Il vaniloquio libico
Al centro del vaniloquio libico sta l’illusione dell’autodeterminazione nazionale. In aggiunta, nutre questo vaniloquio il pregiudizio contro l’uso della forza e lo state building politico-militare. L’idea di Stati Uniti, Germania, Francia, Gran Bretagna, Italia e Spagna è che sia realistico fare appello alle fazioni impegnate nel massacro reciproco e nella guerra civile tra tribù e comunità politiche antagoniste, con le complicazioni di sostanza religiosa che sappiamo, affinché i libici di buona volontà si uniscano e si diano, contro l’anarchia terroristica e la deriva jihadista che decapita e crocifigge a Sirte, un potere legittimo e unitario, magari con l’aiuto discreto (e sotto copertura Onu) dei paesi firmatari, capace di realizzare pacificazione, ripresa della produzione petrolifera (al 30 per cento del suo potenziale) e ricostruzione della nazione. Vaste programme.

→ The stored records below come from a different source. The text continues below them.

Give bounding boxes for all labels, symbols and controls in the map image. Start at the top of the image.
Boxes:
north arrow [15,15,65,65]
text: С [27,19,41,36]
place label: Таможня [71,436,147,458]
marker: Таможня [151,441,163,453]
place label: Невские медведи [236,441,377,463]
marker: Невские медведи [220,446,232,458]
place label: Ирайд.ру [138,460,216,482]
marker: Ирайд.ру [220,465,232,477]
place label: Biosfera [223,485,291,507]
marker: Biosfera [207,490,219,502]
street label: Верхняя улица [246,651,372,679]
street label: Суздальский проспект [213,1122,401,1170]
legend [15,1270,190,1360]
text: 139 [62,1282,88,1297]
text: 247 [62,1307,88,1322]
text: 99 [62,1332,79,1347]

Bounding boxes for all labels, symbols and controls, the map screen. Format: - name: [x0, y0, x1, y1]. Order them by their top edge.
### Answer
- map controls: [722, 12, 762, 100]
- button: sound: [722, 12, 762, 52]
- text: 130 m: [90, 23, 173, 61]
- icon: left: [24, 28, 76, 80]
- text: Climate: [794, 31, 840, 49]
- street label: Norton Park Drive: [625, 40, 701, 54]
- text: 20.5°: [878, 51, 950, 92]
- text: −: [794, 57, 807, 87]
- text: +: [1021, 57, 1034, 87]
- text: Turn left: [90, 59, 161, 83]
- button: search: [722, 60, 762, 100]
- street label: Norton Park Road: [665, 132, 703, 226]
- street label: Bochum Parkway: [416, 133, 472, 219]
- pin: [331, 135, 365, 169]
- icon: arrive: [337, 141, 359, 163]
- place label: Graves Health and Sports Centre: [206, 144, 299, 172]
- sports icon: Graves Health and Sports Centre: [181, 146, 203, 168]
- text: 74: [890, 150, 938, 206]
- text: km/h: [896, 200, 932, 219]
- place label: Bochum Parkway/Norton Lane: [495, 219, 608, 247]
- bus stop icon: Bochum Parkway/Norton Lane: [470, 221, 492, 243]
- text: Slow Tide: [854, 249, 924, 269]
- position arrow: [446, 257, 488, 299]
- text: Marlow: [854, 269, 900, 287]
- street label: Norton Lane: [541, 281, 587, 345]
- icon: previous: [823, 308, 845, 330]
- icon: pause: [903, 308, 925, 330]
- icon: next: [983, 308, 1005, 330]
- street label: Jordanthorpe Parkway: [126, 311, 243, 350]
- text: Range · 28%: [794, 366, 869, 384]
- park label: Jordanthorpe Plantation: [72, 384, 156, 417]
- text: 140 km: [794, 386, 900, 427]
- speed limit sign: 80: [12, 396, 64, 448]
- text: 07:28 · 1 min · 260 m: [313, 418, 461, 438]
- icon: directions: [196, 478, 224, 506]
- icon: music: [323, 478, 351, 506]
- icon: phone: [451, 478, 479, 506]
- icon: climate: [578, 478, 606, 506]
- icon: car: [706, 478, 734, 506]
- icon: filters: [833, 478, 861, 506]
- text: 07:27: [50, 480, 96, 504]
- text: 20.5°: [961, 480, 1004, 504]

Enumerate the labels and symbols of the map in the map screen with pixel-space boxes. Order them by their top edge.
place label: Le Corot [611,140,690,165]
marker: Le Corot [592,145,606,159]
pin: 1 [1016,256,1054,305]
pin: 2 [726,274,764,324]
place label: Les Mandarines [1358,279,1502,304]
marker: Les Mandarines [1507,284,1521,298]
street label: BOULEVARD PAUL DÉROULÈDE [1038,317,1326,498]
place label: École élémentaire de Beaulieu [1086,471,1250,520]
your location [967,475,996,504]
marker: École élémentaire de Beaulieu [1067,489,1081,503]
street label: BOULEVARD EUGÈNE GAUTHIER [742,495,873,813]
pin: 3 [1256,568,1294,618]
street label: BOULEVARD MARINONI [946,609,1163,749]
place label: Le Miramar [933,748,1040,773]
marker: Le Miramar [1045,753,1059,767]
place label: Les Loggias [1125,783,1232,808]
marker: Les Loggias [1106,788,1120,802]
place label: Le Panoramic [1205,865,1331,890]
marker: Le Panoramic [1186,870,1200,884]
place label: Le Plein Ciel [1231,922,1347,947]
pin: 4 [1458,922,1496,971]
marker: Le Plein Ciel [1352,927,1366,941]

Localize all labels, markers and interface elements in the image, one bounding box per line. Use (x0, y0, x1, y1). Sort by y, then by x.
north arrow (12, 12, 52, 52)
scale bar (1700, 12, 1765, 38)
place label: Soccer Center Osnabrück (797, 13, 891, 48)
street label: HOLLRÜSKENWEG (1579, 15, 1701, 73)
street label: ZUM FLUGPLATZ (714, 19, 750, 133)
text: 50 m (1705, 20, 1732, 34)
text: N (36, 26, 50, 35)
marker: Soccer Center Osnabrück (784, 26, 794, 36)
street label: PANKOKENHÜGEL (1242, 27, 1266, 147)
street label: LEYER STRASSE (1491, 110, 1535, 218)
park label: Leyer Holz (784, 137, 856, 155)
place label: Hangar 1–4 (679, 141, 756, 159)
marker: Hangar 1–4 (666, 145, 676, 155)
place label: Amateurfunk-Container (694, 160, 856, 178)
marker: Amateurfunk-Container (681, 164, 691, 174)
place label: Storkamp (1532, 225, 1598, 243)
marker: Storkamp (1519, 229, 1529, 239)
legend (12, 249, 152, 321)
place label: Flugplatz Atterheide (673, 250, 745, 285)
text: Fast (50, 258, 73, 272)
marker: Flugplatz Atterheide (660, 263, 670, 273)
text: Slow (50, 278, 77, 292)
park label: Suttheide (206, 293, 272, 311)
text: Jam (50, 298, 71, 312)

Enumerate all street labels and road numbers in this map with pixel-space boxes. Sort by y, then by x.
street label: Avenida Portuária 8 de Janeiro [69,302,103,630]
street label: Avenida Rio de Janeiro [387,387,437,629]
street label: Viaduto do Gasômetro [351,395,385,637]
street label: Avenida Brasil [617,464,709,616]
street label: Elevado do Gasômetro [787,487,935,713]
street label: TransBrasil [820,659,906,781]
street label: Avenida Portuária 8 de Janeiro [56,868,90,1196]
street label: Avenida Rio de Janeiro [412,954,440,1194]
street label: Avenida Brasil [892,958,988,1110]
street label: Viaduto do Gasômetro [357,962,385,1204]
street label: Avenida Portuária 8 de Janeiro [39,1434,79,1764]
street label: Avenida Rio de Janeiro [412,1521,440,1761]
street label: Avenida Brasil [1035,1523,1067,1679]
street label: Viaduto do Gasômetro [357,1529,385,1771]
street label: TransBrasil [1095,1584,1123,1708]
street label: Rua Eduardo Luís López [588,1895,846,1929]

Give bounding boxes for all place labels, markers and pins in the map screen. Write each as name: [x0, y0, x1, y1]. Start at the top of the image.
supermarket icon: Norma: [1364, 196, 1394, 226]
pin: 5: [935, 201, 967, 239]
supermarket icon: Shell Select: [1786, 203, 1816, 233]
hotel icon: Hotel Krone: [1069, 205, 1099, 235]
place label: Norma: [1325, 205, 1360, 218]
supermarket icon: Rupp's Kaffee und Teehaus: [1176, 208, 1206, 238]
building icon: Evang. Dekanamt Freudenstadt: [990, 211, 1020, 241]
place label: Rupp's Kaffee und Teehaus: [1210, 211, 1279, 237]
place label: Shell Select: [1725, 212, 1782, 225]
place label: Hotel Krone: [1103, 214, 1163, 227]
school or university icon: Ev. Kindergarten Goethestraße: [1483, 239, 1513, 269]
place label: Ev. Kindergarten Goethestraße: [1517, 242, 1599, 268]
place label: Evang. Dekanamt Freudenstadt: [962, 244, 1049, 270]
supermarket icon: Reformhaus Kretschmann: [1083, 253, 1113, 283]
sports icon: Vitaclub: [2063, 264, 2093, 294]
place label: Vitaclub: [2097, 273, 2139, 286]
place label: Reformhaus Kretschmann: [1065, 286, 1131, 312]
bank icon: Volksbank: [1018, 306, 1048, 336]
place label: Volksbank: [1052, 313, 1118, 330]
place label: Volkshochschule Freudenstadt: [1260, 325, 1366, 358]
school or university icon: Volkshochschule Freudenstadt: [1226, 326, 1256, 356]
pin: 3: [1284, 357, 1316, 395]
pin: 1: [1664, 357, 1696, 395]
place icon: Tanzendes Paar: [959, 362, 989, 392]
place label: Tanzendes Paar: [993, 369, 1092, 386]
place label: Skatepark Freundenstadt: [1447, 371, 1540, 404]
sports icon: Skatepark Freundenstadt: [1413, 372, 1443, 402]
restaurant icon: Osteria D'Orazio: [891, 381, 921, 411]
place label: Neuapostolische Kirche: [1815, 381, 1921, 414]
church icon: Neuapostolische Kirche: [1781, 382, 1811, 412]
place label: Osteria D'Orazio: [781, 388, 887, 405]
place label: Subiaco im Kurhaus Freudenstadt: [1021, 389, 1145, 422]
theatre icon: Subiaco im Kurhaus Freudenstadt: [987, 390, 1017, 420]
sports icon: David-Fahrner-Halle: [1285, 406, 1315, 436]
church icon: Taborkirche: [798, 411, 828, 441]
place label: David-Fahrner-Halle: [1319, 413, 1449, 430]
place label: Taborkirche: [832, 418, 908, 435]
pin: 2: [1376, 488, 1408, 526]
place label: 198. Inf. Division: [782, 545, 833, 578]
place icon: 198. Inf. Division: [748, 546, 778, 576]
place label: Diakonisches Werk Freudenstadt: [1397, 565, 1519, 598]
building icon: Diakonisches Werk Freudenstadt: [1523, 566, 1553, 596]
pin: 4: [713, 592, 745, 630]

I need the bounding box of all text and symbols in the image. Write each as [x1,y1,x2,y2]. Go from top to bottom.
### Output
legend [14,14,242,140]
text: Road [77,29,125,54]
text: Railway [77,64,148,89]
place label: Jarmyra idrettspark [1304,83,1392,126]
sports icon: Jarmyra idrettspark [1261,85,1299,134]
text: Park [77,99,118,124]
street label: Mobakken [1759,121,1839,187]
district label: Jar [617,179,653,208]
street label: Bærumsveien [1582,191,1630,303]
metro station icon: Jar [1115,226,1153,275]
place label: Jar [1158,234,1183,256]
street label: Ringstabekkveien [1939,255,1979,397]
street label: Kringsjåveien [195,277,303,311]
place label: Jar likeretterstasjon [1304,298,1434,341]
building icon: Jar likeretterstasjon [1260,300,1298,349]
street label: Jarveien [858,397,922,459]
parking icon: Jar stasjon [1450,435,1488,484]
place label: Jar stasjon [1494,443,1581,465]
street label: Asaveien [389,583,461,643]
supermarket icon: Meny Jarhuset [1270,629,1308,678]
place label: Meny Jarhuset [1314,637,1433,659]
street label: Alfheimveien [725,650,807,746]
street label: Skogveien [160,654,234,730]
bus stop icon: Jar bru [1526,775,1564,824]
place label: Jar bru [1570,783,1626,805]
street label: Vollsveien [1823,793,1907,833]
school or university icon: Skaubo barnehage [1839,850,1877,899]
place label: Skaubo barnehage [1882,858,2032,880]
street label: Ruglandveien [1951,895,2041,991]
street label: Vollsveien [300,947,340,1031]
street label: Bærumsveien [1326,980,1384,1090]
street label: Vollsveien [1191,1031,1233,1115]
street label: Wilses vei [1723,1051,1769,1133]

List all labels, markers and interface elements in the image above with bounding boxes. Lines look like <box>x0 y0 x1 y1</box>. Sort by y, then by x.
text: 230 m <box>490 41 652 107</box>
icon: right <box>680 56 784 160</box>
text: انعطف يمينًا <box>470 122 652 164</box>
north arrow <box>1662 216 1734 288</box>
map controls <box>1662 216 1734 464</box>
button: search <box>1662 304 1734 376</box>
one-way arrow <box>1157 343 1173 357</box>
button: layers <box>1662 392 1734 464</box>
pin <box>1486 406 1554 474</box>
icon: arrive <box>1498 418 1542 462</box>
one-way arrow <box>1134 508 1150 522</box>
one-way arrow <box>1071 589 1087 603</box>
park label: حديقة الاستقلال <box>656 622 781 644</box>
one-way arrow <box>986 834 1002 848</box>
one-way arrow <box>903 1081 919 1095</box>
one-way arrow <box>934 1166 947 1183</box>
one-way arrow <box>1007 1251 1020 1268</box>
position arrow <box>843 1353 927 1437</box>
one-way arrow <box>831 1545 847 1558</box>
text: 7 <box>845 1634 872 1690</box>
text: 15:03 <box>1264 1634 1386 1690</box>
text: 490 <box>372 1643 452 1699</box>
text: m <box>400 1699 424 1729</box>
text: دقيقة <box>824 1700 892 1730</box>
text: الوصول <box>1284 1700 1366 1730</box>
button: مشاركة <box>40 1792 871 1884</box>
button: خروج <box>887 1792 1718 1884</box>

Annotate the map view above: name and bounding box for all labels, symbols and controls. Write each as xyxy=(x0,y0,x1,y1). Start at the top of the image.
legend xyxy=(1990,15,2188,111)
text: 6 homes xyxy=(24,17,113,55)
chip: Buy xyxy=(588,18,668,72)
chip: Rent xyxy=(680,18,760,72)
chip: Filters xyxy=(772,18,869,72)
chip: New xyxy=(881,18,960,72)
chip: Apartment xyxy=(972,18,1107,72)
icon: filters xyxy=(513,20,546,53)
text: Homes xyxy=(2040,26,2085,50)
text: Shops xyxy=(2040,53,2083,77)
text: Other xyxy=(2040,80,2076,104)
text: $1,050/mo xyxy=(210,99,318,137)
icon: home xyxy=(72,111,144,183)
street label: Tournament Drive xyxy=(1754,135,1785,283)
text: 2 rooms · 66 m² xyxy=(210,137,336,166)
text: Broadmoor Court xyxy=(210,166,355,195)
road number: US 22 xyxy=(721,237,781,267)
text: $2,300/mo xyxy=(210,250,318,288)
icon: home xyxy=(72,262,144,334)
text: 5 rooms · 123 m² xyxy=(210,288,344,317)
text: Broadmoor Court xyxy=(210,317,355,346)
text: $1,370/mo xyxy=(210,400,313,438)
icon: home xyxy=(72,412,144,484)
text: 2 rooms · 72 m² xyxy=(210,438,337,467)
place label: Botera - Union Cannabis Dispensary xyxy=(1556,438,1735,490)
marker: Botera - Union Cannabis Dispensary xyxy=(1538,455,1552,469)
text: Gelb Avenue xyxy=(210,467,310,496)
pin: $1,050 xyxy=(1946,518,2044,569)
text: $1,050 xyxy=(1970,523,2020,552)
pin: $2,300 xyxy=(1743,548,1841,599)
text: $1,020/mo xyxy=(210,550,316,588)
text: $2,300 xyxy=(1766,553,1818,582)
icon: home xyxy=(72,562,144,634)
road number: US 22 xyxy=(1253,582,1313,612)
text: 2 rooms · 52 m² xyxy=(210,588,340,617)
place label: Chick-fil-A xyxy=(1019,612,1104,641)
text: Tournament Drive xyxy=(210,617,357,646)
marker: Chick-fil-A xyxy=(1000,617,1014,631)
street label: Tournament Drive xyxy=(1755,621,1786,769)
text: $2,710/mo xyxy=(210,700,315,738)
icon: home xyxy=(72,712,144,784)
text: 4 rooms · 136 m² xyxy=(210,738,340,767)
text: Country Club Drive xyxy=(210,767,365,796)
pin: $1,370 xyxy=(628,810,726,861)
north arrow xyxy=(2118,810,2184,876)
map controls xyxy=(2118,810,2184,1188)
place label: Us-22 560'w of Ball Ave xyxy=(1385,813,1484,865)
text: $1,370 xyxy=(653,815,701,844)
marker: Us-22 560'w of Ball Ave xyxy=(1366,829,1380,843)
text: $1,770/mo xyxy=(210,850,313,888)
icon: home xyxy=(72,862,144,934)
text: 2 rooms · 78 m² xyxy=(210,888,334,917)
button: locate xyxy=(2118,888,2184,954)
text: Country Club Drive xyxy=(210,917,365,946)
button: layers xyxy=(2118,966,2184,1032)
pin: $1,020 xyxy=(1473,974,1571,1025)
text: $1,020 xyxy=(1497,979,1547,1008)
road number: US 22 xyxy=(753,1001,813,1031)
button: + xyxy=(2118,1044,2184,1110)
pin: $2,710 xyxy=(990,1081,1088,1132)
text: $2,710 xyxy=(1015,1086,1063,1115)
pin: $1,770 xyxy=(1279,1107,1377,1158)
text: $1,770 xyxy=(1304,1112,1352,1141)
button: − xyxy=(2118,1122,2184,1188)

Martedì si tiene al Cairo un vertice della Lega araba, destinatario di una richiesta di aiuto da parte del governo internazionalmente riconosciuto di Tobruk. L’Egitto di Al Sisi è l’unico paese che fin qui abbia cercato di agire in solitario al di fuori dei confini del vaniloquio, con il bombardamento delle postazioni dello Stato Islamico, ma sulla possibilità che in sede di Lega araba si trovi una qualsiasi soluzione operativa e vincente lo scetticismo è quasi unanime. Prosegue la missione diplomatica di un alto funzionario delle Nazioni Unite, Bernardino Leon, per escogitare una soluzione politica in grado di ribaltare lo scenario di guerra e di disfacimento dello stato libico, e anche qui lo scetticismo, nonostante l’accordo siglato in Marocco a luglio da alcune delle fazioni impegnate nella guerra civile e tribale, è molto alto. Con argomenti razionali e sensati, Sergio Romano ieri proponeva che l’Italia assuma un ruolo di guida per una presenza militare di peace keeping o enforcing in Libia, sotto copertura Onu e con l’avallo americano ed europeo. Sarebbe una buona cosa, forse anche doverosa, ma ce ne sono le condizioni politiche? Malgrado la pazienza, la serietà, il passo prudente del nostro ministro degli Esteri, Paolo Gentiloni, l’impressione è che il vuoto libico di potere, di legittimazione e di autorità, come sempre accompagnato da un drastico abbassamento degli standard umanitari convenzionali, non sia colmabile con un intreccio di diplomazia e la prospettiva di una blanda deterrenza che incuta rispetto e magari anche timore ai miliziani oggi padroni del paese.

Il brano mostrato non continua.